The Kid surprised me with a call last night at 11. “Dad, Carlos says I have a nail in my tire, but we put air in it and I can get home…”
So my morning was changing so the spare is on, send HER to Discount Tire to get the thing fixed (Don’t look at me like that…SHE hit the nail, and the tire has a gaurantee…)…
She was crabby about it, because I got crabby when it turned out she’d been leaking air in the tire for 2 days and didn’t tell me (“I kept forgettng…”) until last night.
So I de-stressed with a 2-hour long ride through town, along the river and back here. I just checked the route on Streets & Trips, it looks like I did about 17 miles. Felt good too.
Now, a shower and off to a graduation party for our friend’s kid Kim, who starts law school in the fall. Yeah, the world needs another lawyer, huh?

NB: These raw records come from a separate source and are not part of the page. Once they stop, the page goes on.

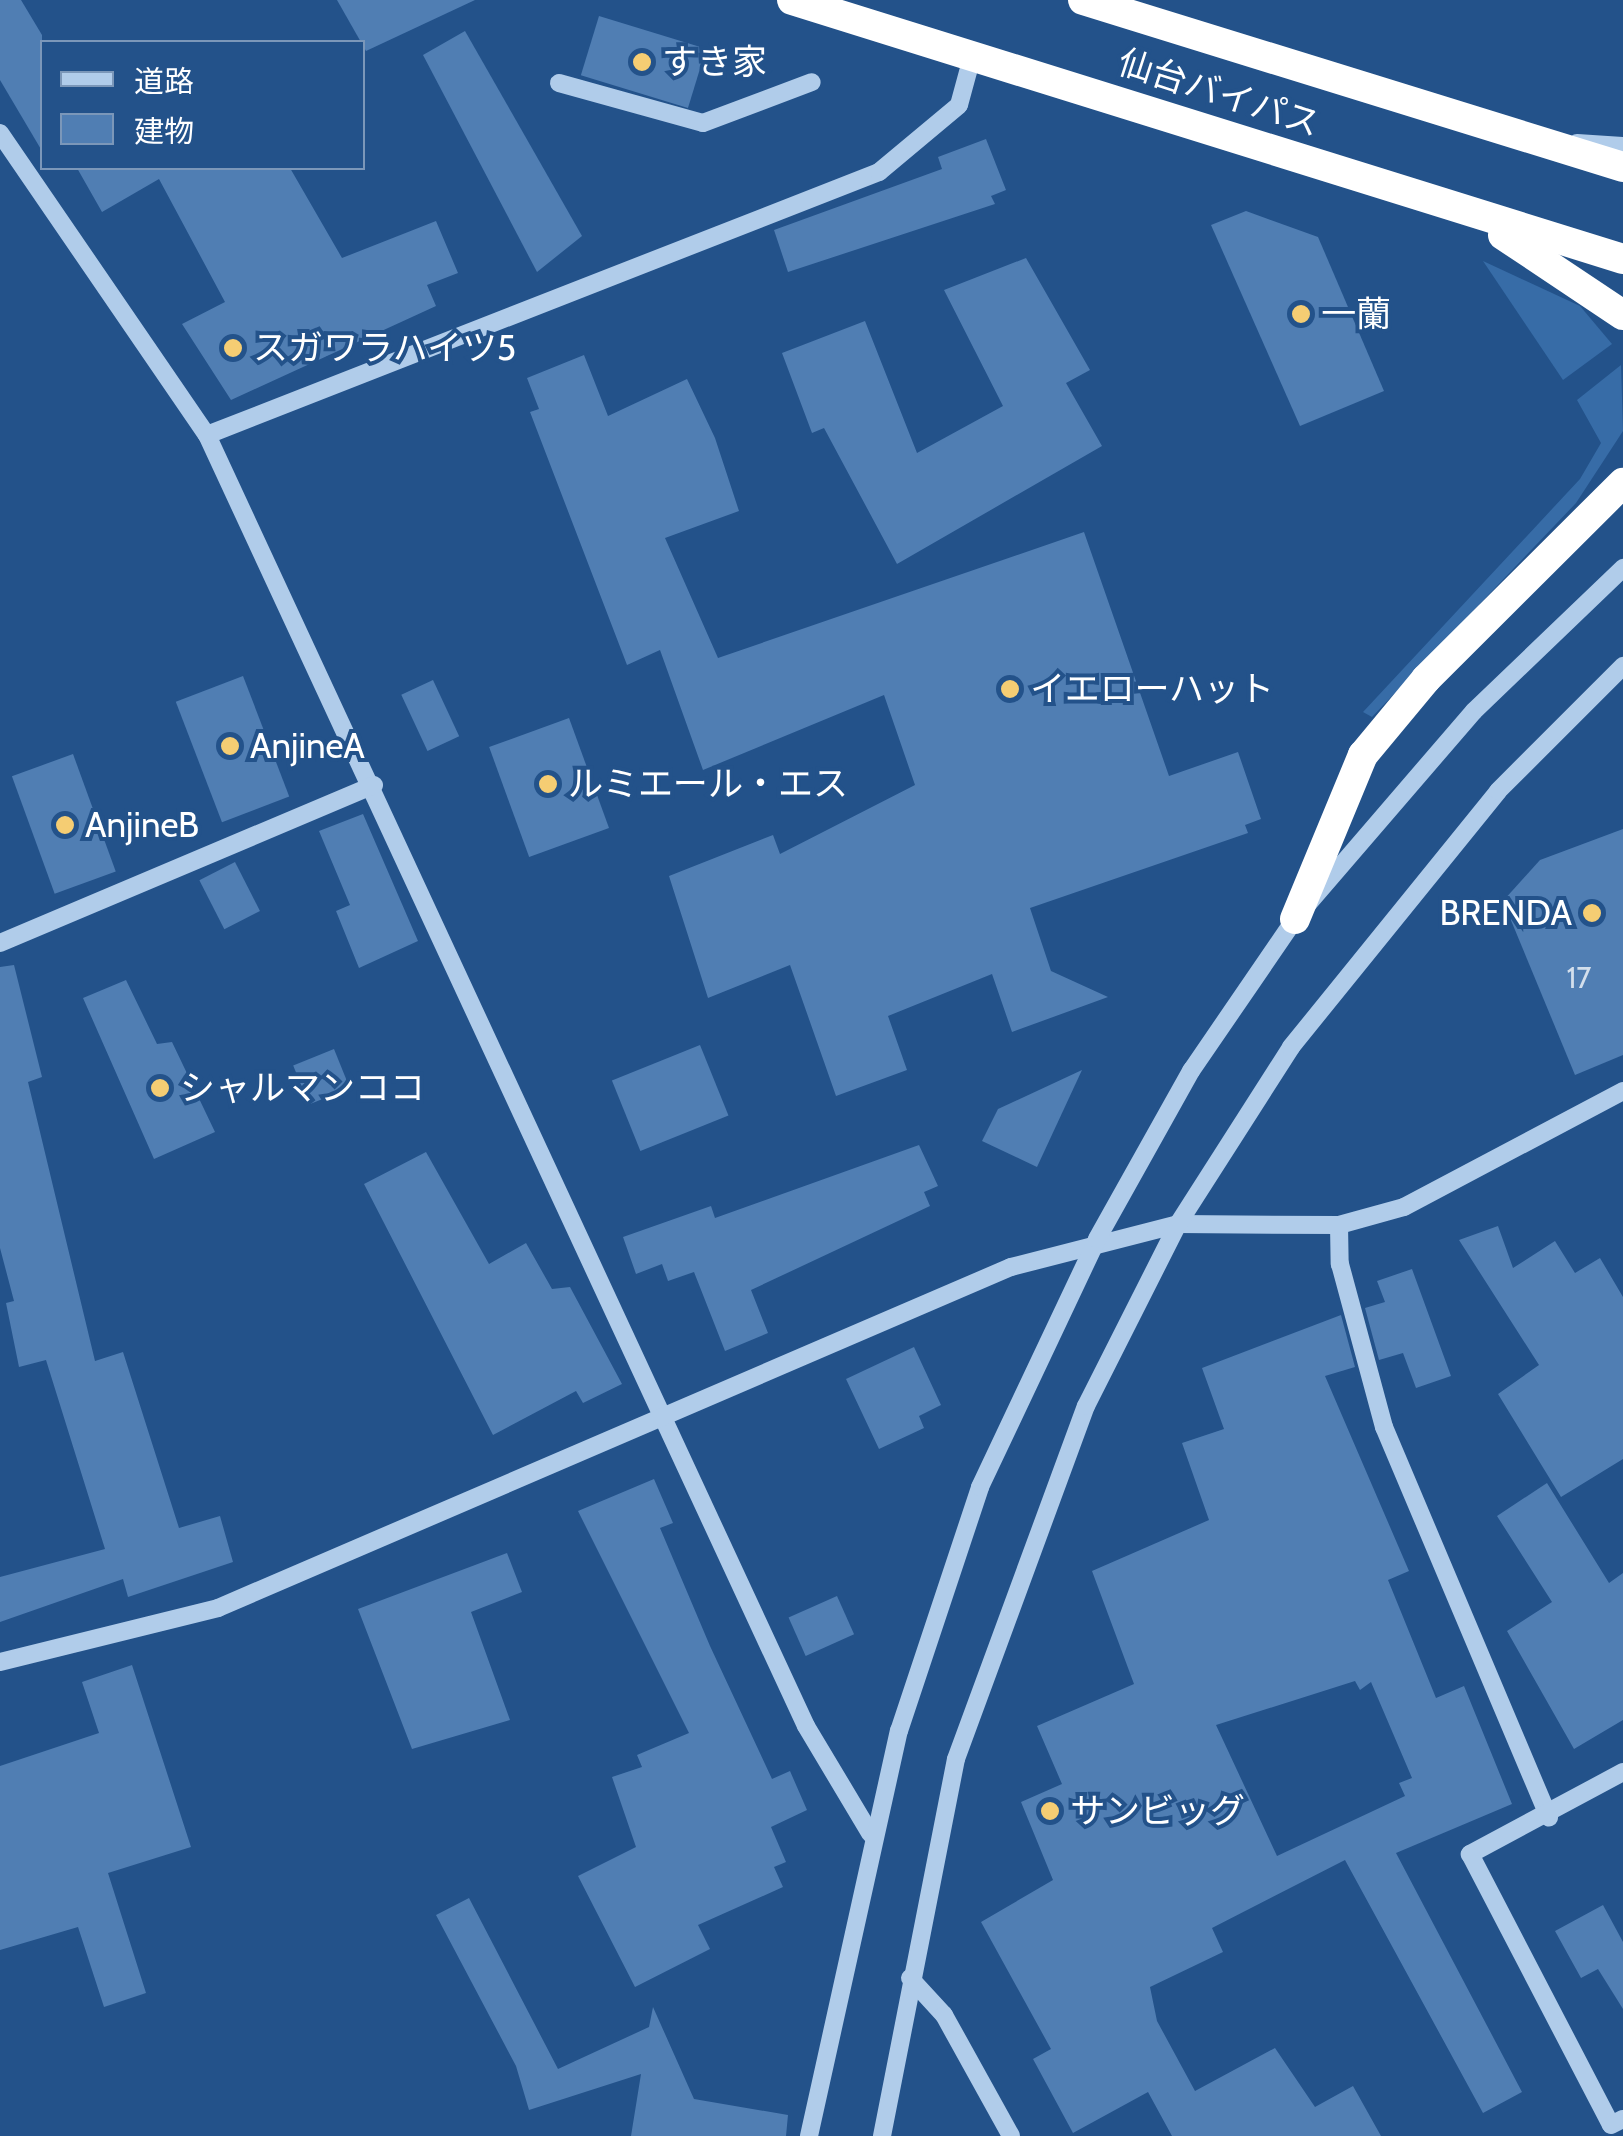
<!DOCTYPE html>
<html>
<head>
<meta charset="utf-8">
<style>
  body { margin:0 }
  #map { position:relative; width:1623px; height:2136px; overflow:hidden; background:#23528a; font-family:Cabin,"Noto Sans JP",sans-serif }
  div>[style] { position:absolute }
  [style*='--x'] { left:calc(var(--x)*1px); top:calc(var(--y)*1px); width:calc(var(--w)*1px); rotate:calc(var(--a)*1deg) }
  .green>* { inset:0; background:#376ca7 }
  .building>* { inset:0; background:#507eb3; transform-origin:0 0 }
  .minor>* { height:18px; margin:-9px; padding:0 9px; transform-origin:9px; border-radius:9px; background:#b0ccea }
  .highway>* { height:30px; margin:-15px; padding:0 15px; transform-origin:15px; border-radius:15px; background:#fff }
  .dots>* { width:28px; height:28px; translate:-50% -50%; box-sizing:border-box; border:5px solid #23528a; border-radius:50% }
  span { translate:-50% -50%; white-space:nowrap; text-align:center; line-height:1.15; -webkit-text-stroke:8px #23528a; paint-order:stroke }
  .number-label { font-size:30px; color:#d3dfec }
  .number-label span { -webkit-text-stroke-width:0 }
  .poi-label { font-size:35px; color:#fff }
  .left { translate:0 -50%; text-align:left }
  .right { translate:-100% -50%; text-align:right }
  .street-label { font-size:35px; color:#fff }
  .legend { position:absolute; left:40px; top:40px; width:325px; height:130px; box-sizing:border-box; background:#23528a; border:2px solid #7b97b9; margin:0; padding:12px 18px; list-style:none; font-size:30px; color:#fff }
  .legend li { display:flex; align-items:center; gap:20px; height:50px }
  .legend b { width:50px; border:2px solid #7b97b9 }
</style>
</head>
<body>
<div id="map">
  <div class="green">
    <div style="clip-path:polygon(1483px 261px,1580px 306px,1612px 344px,1563px 380px)"></div>
    <div style="clip-path:polygon(1621px 365px,1623px 431px,1576px 503px,1372px 717px,1363px 712px,1580px 479px,1601px 443px,1577px 400px)"></div>
  </div>
  <div class="building">
    <div style="clip-path:polygon(0 0,21px 0,42px 35px,42px 151px,0 80px)"></div>
    <div style="clip-path:polygon(337px 0,475px 0,366px 51px)"></div>
    <div style="left:599px;top:16px;width:112px;height:62px;rotate:17deg"></div>
    <div style="clip-path:polygon(465px 31px,582px 236px,537px 272px,423px 55px)"></div>
    <div style="clip-path:polygon(986px 139px,1006px 190px,991px 196px,995px 204px,788px 272px,774px 230px,942px 169px,938px 157px)"></div>
    <div style="clip-path:polygon(77px 168px,290px 168px,342px 258px,436px 221px,458px 273px,427px 285px,436px 306px,231px 400px,182px 324px,225px 302px,159px 179px,102px 212px)"></div>
    <div style="clip-path:polygon(1246px 211px,1318px 237px,1384px 391px,1300px 426px,1211px 225px)"></div>
    <div style="clip-path:polygon(1026px 258px,1090px 370px,1066px 383px,1102px 446px,897px 564px,824px 428px,812px 433px,782px 353px,865px 321px,917px 453px,1003px 406px,944px 290px)"></div>
    <div style="clip-path:polygon(584px 355px,608px 416px,687px 379px,715px 438px,739px 511px,665px 538px,718px 658px,1084px 532px,1169px 776px,1238px 752px,1261px 819px,1245px 825px,1248px 833px,1030px 908px,1051px 971px,1108px 997px,1012px 1032px,992px 974px,888px 1016px,907px 1070px,836px 1096px,790px 965px,708px 998px,669px 876px,773px 835px,780px 854px,915px 785px,884px 695px,703px 770px,660px 650px,627px 665px,530px 412px,539px 409px,527px 378px)"></div>
    <div style="left:243px;top:676px;width:129px;height:72px;rotate:69deg"></div>
    <div style="left:433px;top:680px;width:62px;height:35px;rotate:65deg"></div>
    <div style="left:569px;top:718px;width:117px;height:85px;rotate:70deg"></div>
    <div style="left:73px;top:754px;width:125px;height:65px;rotate:70deg"></div>
    <div style="clip-path:polygon(363px 814px,418px 941px,359px 968px,336px 911px,350px 905px,319px 831px)"></div>
    <div style="clip-path:polygon(1623px 829px,1623px 1055px,1575px 1075px,1503px 901px,1540px 860px)"></div>
    <div style="left:235px;top:862px;width:55px;height:40px;rotate:63deg"></div>
    <div style="clip-path:polygon(14px 965px,42px 1077px,28px 1082px,95px 1361px,123px 1352px,179px 1528px,220px 1516px,233px 1562px,128px 1597px,123px 1579px,0 1622px,0 1577px,105px 1549px,46px 1360px,19px 1367px,6px 1303px,14px 1301px,0 1248px,0 967px)"></div>
    <div style="clip-path:polygon(126px 980px,157px 1044px,172px 1042px,215px 1132px,154px 1159px,83px 998px)"></div>
    <div style="left:700px;top:1045px;width:76px;height:95px;rotate:68deg"></div>
    <div style="left:334px;top:1049px;width:42px;height:44px;rotate:68deg"></div>
    <div style="clip-path:polygon(1082px 1070px,1037px 1167px,982px 1141px,998px 1109px)"></div>
    <div style="clip-path:polygon(919px 1145px,938px 1186px,924px 1192px,930px 1206px,751px 1290px,768px 1333px,725px 1351px,694px 1272px,668px 1281px,662px 1264px,636px 1274px,623px 1237px,711px 1206px,715px 1218px)"></div>
    <div style="clip-path:polygon(426px 1152px,489px 1264px,526px 1243px,552px 1289px,570px 1287px,622px 1384px,583px 1403px,576px 1391px,493px 1435px,364px 1184px)"></div>
    <div style="clip-path:polygon(1498px 1226px,1513px 1268px,1555px 1241px,1575px 1273px,1600px 1258px,1623px 1297px,1623px 1459px,1561px 1497px,1498px 1394px,1539px 1365px,1459px 1240px)"></div>
    <div style="clip-path:polygon(1412px 1269px,1451px 1376px,1416px 1388px,1403px 1353px,1379px 1360px,1365px 1308px,1385px 1302px,1377px 1281px)"></div>
    <div style="clip-path:polygon(evenodd,1341px 1315px,1355px 1367px,1325px 1376px,1409px 1571px,1388px 1580px,1436px 1698px,1464px 1686px,1512px 1804px,1396px 1853px,1522px 2092px,1483px 2113px,1345px 1860px,1212px 1928px,1223px 1952px,1150px 1987px,1157px 2021px,1195px 2091px,1275px 2048px,1315px 2107px,1353px 2086px,1381px 2136px,1172px 2136px,1148px 2092px,1073px 2133px,1033px 2059px,1051px 2049px,981px 1922px,1053px 1880px,1021px 1802px,1062px 1784px,1037px 1726px,1134px 1684px,1092px 1571px,1209px 1520px,1182px 1443px,1224px 1429px,1202px 1368px,1341px 1315px,1355px 1681px,1360px 1690px,1371px 1682px,1412px 1778px,1399px 1783px,1405px 1796px,1277px 1856px,1216px 1725px,1355px 1681px)"></div>
    <div style="clip-path:polygon(914px 1347px,941px 1405px,919px 1416px,924px 1428px,879px 1449px,846px 1379px)"></div>
    <div style="clip-path:polygon(654px 1479px,673px 1523px,660px 1528px,710px 1646px,772px 1779px,790px 1771px,807px 1810px,771px 1827px,786px 1862px,774px 1867px,783px 1887px,698px 1925px,710px 1949px,635px 1987px,578px 1876px,636px 1847px,612px 1777px,642px 1767px,637px 1755px,689px 1733px,578px 1511px)"></div>
    <div style="clip-path:polygon(1547px 1483px,1609px 1583px,1623px 1573px,1623px 1720px,1574px 1749px,1507px 1631px,1552px 1602px,1497px 1516px)"></div>
    <div style="clip-path:polygon(507px 1553px,522px 1592px,471px 1612px,510px 1720px,412px 1749px,358px 1609px)"></div>
    <div style="left:837px;top:1596px;width:42px;height:53px;rotate:66deg"></div>
    <div style="clip-path:polygon(132px 1665px,191px 1847px,108px 1873px,146px 1993px,104px 2007px,78px 1927px,0 1950px,0 1766px,99px 1733px,82px 1682px)"></div>
    <div style="clip-path:polygon(469px 1898px,558px 2069px,649px 2027px,653px 2007px,694px 2099px,788px 2115px,786px 2136px,631px 2136px,641px 2074px,529px 2110px,516px 2066px,436px 1915px)"></div>
    <div style="clip-path:polygon(1603px 1905px,1623px 1942px,1623px 2009px,1598px 1969px,1581px 1978px,1555px 1931px)"></div>
  </div>
  <div class="minor">
    <div style="--x:559;--y:83;--w:149;--a:15.5"></div>
    <div style="--x:703;--y:123;--w:116;--a:-20.6"></div>
    <div style="--x:0;--y:133;--w:366;--a:55.6"></div>
    <div style="--x:207;--y:435;--w:1423;--a:65.11"></div>
    <div style="--x:806;--y:1726;--w:125;--a:59.1"></div>
    <div style="--x:1577;--y:143;--w:46;--a:3.7"></div>
    <div style="--x:207;--y:435;--w:722;--a:-21.37"></div>
    <div style="--x:879;--y:172;--w:104;--a:-39.9"></div>
    <div style="--x:959;--y:105;--w:50;--a:-74.8"></div>
    <div style="--x:0;--y:943;--w:406;--a:-22.9"></div>
    <div style="--x:1339;--y:1225;--w:39;--a:89"></div>
    <div style="--x:1340;--y:1264;--w:169;--a:74.9"></div>
    <div style="--x:1384;--y:1427;--w:424;--a:67.1"></div>
    <div style="--x:0;--y:1662;--w:225;--a:-13.9"></div>
    <div style="--x:218;--y:1608;--w:863;--a:-23.27"></div>
    <div style="--x:1011;--y:1267;--w:172;--a:-14.4"></div>
    <div style="--x:1178;--y:1224;--w:161;--a:0.4"></div>
    <div style="--x:1339;--y:1225;--w:67;--a:-15.5"></div>
    <div style="--x:1404;--y:1207;--w:248;--a:-27.9"></div>
    <div style="--x:1623;--y:1772;--w:174;--a:151.8"></div>
    <div style="--x:1470;--y:1854;--w:305;--a:62.5"></div>
    <div style="--x:1611;--y:2125;--w:13;--a:-27"></div>
    <div style="--x:910;--y:1978;--w:50;--a:47.4"></div>
    <div style="--x:944;--y:2015;--w:138;--a:61"></div>
    <div style="--x:809;--y:2136;--w:415;--a:-77.5"></div>
    <div style="--x:899;--y:1731;--w:257;--a:-71.6"></div>
    <div style="--x:980;--y:1487;--w:274;--a:-64.7"></div>
    <div style="--x:1097;--y:1239;--w:193;--a:-60.8"></div>
    <div style="--x:1191;--y:1071;--w:184;--a:-55.6"></div>
    <div style="--x:1295;--y:919;--w:274;--a:-49.3"></div>
    <div style="--x:1474;--y:711;--w:207;--a:-43.8"></div>
    <div style="--x:882;--y:2136;--w:384;--a:-78.9"></div>
    <div style="--x:956;--y:1759;--w:376;--a:-69.8"></div>
    <div style="--x:1086;--y:1406;--w:204;--a:-63.2"></div>
    <div style="--x:1178;--y:1224;--w:210;--a:-57.4"></div>
    <div style="--x:1291;--y:1047;--w:329;--a:-51"></div>
    <div style="--x:1498;--y:791;--w:177;--a:-45"></div>
  </div>
  <div class="highway">
    <div style="--x:792;--y:0;--w:870;--a:17.31"></div>
    <div style="--x:1083;--y:0;--w:565;--a:17.18"></div>
    <div style="--x:1503;--y:235;--w:144;--a:33.7"></div>
    <div style="--x:1295;--y:919;--w:178;--a:-67.5"></div>
    <div style="--x:1363;--y:755;--w:99;--a:-50.3"></div>
    <div style="--x:1426;--y:679;--w:278;--a:-44.9"></div>
  </div>
  <div class="dots">
    <div style="left:642px;top:62px;background:#f5cd73"></div>
    <div style="left:1301px;top:314px;background:#f5cd73"></div>
    <div style="left:233px;top:348px;background:#f5cd73"></div>
    <div style="left:1010px;top:689px;background:#f5cd73"></div>
    <div style="left:230px;top:746px;background:#f5cd73"></div>
    <div style="left:548px;top:784px;background:#f5cd73"></div>
    <div style="left:65px;top:825px;background:#f5cd73"></div>
    <div style="left:1592px;top:913px;background:#f5cd73"></div>
    <div style="left:160px;top:1088px;background:#f5cd73"></div>
    <div style="left:1050px;top:1811px;background:#f5cd73"></div>
  </div>
  <div class="number-label">
    <span style="left:1579px;top:978px">17</span>
  </div>
  <div class="poi-label">
    <span class="left" style="left:662px;top:62px">すき家</span>
    <span class="left" style="left:1321px;top:314px">一蘭</span>
    <span class="left" style="left:253px;top:348px">スガワラハイツ5</span>
    <span class="left" style="left:1030px;top:689px">イエローハット</span>
    <span class="left" style="left:250px;top:746px">AnjineA</span>
    <span class="left" style="left:568px;top:784px">ルミエール・エス</span>
    <span class="left" style="left:85px;top:825px">AnjineB</span>
    <span class="right" style="left:1572px;top:913px">BRENDA</span>
    <span class="left" style="left:180px;top:1088px">シャルマンココ</span>
    <span class="left" style="left:1070px;top:1811px">サンビッグ</span>
  </div>
  <div class="street-label">
    <span style="left:1219px;top:93px;rotate:18deg">仙台バイパス</span>
  </div>
  <ul class="legend">
  <li><b style="height:12px;background:#b0ccea"></b>道路</li>
  <li><b style="height:28px;background:#507eb3"></b>建物</li>
  </ul>
</div>
</body>
</html>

rigs, If you latch on to a sugar daddy, it’s not technically prostitution, I think. I keep telling the wife that when the lottery money comes in, I’m going to set some PYT up and be her sugar daddy. I guess that’s why I never get to buy the tickets, huh?
Poke chops for supper. It’s raining now. FCD cut down my work table, and he’s now hanging my towel bar. Robert is watching TV. The critters are crashed, waiting for me to feed them - not for another hour, critters!
Pretty much the only way to be a sugar daddy is to be a multi-millionaire, right? If nothing else, that’s what I learned from Marylin Monroe and Rosalind Russell. Did I just make a MM and RR reference? Dang, you’d think I was gay or sump’n.
It is waaaaaaaaay hot here. Thus, we have been at the pool. I came in a bit ago and showered. ACBG is showering right now. I’ll put my company smashed taters (N.O.T.… it just does not get old!) in the oven in a bit so they’ll be all nice and piping hot to take to dinner. I have some of those Pyrex[sup]TM[/sup] tote thingys that have those hot or cold packs that keep food hor or cold, accordingly. I like em.
The taters (N.O.T.) are baking away and making me hungry!!! I’m all dressed and even remembered to set the two bottles of wine we’re taking out so we don’t forget them (this time). I cracked ACBG up a minute ago. He said, “It’s hot out, so I hope we’re not dining al fresco.” I said, “I don’t care what anybody else does, I ain’t eatin’ dinner nekkid.”
It’s been raining all day. Despite that, I got a lot done. Woke up relatively early, got my hair cut, bought a couple of shirts. I tried on polos, but well, here’s a little secret that I will only reveal to you folks–I look unbelievably stupid in polos. Og forbid I ever have to wear them for any reason–it ain’t going to be pretty.
If I ever become wealthy, I think I’m going to be the sugar mama of a few cute young things. That would be fun.